Nel tardo pomeriggio di sabato, il tunisino aveva invitato il perugino in casa propria e, dopo un'accesa discussione, lo aveva minacciato con un coltello da cucina e costretto a rimanere seduto su una poltrona, dopo avergli sottratto il telefonino per controllarne il contenuto. Ed era a quel punto che il tunisino si infuriava perché leggeva un sms inviato da sua moglie sul telefonino del presunto amante. Lo straniero si scagliava con violenza sui mobili e sugli oggetti presenti in casa e poi, con un grosso coltello da cucina, aggrediva il perugino, sferrando alcuni fendenti verso l'uomo e colpendolo all'avambraccio sinistro, che il 35enne aveva alzato istintivamente per proteggersi (uno dei fendenti era diritto al cuore, in base a quanto emerso dai tagli sul braccio). A quel punto faceva rientro in casa la moglie del tunisino. Cosa che salvava la vita al 35enne.

Approfittando di quell'attimo di distrazione, infatti, la vittima è riuscita a fuggire dal terrazzo dell'abitazione; attraversando sanguinante tetti e balconi, tra cui quello di una famiglia alla quale chiedeva aiuto. Riuscendo, infine, a raggiungere la strada dove veniva soccorso ed accompagnato al Pronto soccorso dell'ospedale Santa Maria della Misericordia da una pattuglia del Radiomobile. Medicato per una «ferita da taglio avambraccio sinistro, con lesione del muscolo fasciale», è stato dimesso con una prognosi di 25 giorni.

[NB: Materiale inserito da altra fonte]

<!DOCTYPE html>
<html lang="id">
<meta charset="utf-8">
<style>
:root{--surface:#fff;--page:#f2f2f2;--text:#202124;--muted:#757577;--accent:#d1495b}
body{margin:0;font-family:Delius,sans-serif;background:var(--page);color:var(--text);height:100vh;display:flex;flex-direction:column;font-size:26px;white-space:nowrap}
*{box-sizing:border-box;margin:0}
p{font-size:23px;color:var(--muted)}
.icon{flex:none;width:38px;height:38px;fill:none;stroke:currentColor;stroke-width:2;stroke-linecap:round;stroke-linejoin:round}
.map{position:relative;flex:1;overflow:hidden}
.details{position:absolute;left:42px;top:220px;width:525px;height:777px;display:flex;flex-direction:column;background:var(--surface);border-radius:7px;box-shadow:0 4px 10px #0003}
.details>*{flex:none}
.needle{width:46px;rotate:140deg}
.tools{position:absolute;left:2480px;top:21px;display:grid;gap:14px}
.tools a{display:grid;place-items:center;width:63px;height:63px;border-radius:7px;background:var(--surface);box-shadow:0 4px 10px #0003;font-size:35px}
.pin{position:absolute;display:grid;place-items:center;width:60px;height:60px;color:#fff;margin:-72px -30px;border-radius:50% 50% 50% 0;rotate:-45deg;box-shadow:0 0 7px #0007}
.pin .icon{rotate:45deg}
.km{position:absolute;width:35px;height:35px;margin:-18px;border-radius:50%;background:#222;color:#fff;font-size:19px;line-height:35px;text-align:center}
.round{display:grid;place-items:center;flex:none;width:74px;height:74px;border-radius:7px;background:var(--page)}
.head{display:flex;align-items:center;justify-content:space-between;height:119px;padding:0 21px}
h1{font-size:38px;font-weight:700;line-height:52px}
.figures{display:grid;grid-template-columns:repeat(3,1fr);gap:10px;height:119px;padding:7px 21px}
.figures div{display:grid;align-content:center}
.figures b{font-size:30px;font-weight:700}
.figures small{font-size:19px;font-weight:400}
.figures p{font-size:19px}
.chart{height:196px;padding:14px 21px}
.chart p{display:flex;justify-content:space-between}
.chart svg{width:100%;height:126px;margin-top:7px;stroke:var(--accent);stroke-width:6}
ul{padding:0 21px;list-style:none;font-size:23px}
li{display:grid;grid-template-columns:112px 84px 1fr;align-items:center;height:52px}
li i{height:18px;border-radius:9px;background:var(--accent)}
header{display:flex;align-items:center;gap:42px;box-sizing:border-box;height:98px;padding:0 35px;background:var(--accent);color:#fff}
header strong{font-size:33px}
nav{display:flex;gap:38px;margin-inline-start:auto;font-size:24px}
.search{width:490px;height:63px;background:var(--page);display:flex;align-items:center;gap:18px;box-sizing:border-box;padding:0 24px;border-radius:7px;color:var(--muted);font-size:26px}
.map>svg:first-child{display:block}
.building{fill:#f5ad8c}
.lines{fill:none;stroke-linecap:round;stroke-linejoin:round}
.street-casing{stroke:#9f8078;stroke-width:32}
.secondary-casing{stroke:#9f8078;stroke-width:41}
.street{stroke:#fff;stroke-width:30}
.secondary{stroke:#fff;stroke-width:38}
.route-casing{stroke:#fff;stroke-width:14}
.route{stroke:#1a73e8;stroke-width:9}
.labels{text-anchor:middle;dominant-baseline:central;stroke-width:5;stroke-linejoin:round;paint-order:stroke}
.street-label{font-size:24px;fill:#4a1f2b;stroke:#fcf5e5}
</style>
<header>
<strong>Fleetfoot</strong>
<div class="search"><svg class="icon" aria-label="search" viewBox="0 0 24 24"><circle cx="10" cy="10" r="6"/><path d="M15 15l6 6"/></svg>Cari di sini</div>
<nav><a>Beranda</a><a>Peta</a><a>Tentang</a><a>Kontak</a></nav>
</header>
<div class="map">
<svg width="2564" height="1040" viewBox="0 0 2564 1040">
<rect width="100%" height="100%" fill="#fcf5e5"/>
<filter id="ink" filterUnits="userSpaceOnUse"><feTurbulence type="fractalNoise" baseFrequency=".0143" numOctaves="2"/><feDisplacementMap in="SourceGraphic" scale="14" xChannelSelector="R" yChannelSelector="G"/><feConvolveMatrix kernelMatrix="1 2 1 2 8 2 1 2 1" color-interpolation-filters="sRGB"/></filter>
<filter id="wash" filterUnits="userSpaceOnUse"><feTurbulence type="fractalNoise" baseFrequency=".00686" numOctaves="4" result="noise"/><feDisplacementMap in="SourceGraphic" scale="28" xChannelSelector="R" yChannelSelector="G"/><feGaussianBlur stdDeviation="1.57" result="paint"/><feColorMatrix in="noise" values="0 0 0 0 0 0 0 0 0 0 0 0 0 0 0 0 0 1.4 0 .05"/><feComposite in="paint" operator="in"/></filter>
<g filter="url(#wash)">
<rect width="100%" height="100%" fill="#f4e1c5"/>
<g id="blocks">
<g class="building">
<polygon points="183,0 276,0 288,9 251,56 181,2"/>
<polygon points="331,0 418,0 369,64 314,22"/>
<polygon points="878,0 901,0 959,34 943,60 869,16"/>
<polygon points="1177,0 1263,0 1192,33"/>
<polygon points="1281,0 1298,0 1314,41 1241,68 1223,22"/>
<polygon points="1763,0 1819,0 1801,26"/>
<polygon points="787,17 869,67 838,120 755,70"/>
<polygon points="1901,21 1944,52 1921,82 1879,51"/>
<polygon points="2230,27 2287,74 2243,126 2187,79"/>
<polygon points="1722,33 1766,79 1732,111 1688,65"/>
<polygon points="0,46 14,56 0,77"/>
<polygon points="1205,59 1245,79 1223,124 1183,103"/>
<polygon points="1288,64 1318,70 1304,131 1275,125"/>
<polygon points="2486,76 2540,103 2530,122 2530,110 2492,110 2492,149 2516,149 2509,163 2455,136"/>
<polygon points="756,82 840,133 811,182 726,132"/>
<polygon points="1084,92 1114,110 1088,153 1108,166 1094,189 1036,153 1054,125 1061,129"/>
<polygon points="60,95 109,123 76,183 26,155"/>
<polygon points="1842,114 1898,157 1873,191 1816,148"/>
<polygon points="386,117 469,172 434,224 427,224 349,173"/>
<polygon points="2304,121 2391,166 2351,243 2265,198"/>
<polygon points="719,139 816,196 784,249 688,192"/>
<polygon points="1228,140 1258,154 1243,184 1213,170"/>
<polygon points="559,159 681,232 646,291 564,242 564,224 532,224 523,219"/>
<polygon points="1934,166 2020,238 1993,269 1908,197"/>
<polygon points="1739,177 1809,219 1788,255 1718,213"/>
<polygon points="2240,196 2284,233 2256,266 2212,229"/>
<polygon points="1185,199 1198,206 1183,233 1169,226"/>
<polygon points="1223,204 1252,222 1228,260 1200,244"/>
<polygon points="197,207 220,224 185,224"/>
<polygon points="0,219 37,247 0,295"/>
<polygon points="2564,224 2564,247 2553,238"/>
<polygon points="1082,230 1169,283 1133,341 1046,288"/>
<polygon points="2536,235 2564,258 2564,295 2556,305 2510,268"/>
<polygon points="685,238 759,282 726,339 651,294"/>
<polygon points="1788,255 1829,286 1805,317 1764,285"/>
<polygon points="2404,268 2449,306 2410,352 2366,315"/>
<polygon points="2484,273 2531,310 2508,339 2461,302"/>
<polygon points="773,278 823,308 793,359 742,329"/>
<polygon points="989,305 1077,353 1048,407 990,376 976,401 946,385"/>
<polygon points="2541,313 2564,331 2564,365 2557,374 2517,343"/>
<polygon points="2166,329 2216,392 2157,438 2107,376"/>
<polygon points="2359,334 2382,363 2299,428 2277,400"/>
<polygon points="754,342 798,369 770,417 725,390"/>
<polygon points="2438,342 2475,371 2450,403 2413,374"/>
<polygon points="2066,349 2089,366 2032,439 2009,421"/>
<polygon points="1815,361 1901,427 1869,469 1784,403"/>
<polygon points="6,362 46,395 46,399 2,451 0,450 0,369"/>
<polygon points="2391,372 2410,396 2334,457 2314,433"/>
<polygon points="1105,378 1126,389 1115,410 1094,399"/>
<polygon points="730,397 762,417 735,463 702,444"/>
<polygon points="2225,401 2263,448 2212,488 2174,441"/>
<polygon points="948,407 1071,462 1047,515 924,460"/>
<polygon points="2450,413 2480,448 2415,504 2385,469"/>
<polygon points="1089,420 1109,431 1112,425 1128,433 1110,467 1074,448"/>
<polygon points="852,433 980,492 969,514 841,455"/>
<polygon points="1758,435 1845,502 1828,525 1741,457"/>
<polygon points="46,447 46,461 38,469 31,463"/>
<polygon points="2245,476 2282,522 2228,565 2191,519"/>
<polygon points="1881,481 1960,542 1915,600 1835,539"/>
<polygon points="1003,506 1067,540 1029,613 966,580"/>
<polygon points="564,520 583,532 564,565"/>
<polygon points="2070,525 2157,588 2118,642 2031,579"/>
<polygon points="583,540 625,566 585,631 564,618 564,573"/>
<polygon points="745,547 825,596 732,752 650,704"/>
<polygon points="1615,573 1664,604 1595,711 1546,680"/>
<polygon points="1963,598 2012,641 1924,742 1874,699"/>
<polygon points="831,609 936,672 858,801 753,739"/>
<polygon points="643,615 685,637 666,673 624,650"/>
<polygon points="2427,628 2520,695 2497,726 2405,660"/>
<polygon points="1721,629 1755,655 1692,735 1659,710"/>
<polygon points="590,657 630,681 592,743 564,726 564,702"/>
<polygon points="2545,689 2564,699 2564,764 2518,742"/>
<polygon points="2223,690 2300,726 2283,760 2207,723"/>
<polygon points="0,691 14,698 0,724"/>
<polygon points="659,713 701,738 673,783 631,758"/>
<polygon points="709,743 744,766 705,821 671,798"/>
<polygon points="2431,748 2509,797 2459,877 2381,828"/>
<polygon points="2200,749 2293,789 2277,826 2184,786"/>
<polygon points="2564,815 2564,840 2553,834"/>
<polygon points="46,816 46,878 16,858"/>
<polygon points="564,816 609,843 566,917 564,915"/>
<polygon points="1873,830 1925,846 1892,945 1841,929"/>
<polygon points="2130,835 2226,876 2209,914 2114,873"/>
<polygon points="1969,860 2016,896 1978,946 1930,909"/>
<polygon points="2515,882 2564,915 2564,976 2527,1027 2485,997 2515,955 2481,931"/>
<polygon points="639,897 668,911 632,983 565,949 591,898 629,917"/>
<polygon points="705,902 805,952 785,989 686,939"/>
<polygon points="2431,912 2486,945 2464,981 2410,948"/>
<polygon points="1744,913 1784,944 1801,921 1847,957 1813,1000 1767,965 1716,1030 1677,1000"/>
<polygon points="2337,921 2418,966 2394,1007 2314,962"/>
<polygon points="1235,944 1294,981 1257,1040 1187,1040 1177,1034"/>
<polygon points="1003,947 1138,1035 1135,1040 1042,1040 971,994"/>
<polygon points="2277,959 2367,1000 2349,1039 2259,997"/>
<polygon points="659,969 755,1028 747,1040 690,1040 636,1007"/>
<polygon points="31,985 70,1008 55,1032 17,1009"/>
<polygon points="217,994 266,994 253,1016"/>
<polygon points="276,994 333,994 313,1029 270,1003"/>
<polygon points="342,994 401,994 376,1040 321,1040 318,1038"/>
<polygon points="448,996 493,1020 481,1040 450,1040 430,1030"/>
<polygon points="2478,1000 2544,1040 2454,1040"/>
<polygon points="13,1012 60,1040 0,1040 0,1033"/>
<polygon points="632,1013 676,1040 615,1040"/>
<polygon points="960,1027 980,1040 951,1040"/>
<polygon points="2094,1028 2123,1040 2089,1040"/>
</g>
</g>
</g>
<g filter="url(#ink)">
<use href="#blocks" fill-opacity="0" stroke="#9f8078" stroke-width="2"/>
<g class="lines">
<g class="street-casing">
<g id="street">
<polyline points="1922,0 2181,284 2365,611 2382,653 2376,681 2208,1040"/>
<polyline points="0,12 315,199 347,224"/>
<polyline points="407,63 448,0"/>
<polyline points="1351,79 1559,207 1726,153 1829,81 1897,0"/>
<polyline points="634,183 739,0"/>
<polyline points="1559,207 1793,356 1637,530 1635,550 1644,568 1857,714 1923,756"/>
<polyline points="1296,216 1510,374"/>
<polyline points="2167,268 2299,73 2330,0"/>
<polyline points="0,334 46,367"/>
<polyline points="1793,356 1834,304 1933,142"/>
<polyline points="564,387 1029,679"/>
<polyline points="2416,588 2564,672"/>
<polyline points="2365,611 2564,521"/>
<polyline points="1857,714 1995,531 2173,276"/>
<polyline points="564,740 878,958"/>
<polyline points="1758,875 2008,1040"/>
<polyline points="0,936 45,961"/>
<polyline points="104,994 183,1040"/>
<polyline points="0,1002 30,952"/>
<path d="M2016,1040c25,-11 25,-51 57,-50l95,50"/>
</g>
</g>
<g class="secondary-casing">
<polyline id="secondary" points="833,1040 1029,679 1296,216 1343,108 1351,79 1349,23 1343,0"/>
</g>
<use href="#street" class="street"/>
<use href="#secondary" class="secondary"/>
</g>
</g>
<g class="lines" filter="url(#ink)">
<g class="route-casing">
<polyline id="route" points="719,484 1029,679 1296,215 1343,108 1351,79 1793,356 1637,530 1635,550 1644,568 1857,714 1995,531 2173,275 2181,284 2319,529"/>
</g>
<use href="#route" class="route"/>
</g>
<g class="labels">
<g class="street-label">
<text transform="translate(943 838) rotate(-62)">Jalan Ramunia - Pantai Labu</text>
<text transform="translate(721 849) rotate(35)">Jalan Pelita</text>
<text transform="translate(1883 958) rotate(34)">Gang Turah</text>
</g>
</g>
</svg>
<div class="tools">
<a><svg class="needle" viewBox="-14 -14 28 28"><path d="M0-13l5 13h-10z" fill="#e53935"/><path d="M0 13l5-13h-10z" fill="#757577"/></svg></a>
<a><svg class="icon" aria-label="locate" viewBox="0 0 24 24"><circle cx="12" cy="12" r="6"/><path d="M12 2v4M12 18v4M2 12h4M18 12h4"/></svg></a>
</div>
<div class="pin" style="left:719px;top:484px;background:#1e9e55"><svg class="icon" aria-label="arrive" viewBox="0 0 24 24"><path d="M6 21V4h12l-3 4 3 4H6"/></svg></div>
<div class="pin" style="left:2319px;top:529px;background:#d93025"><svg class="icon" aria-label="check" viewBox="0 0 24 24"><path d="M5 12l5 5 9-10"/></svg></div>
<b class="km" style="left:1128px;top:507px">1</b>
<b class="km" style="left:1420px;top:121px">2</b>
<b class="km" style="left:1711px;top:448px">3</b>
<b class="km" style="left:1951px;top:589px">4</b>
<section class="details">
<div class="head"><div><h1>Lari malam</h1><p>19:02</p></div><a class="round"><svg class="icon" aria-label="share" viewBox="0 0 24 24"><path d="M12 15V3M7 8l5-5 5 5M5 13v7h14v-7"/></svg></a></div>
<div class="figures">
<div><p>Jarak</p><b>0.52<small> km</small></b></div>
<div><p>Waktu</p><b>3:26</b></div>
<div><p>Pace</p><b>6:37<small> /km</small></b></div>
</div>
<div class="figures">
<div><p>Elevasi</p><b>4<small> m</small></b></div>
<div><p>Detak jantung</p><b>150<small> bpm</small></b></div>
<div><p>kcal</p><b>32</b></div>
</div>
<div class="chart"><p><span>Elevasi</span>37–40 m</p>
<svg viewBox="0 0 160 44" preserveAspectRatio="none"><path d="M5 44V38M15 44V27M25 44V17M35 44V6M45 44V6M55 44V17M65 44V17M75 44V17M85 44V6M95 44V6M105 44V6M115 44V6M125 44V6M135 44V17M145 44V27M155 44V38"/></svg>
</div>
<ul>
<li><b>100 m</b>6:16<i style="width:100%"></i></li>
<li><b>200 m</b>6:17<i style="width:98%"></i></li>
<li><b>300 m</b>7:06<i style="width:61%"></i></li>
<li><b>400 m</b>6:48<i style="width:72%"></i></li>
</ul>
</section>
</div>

Il tunisino, che nel frattempo si era dato alla fuga, è stato rintracciato nella tarda serata dai carabinieri del Nucleo operativo e radiomobile della Compagnia di Perugia, arrestato per tentato omicidio e sequestro di persona e portato a Capanne.

NUOVI ARRESTI PER DROGA

Continua l'azione di contrasto dei carabinieri del comando Provinciale di Perugia contro lo spaccio di sostanze stupefacenti in città e nella periferia perugina. Nel corso dei quotidiani servizi svolti nell'acropoli e nelle aree maggiormente colpite dal fenomeno, i militari dell'Arma hanno tratto in arresto due extracomunitari e sequestrato oltre 120 grammi di eroina.

Nel pomeriggio di ieri, nella zona di Corciano, i carabinieri del Nucleo investigativo dopo aver osservato per l'intero pomeriggio i movimenti sospetti di due tunisini, Y. H. 30enne e G. L. 20enne, entrambi pregiudicati e clandestini, procedevano al loro arresto in flagranza di reato ed al recupero di 120 grammi circa di eroina nonché sostanze e materiali utilizzati per il taglio dello stupefacente.

Nell'abitazione dei due stranieri, i militari recuperavano anche due computer portatili frutto del reato di ricettazione, già restituiti ai legittimi proprietari, ed altra refurtiva di cui si sta accertando la provenienza. I due che dovranno, quindi, rispondere oltre che della detenzione ai fini di spaccio di sostanza stupefacente anche di ricettazione, sono stati condotti presso la casa circondariale di Perugia-Capanne, in attesa di giudizio direttissimo.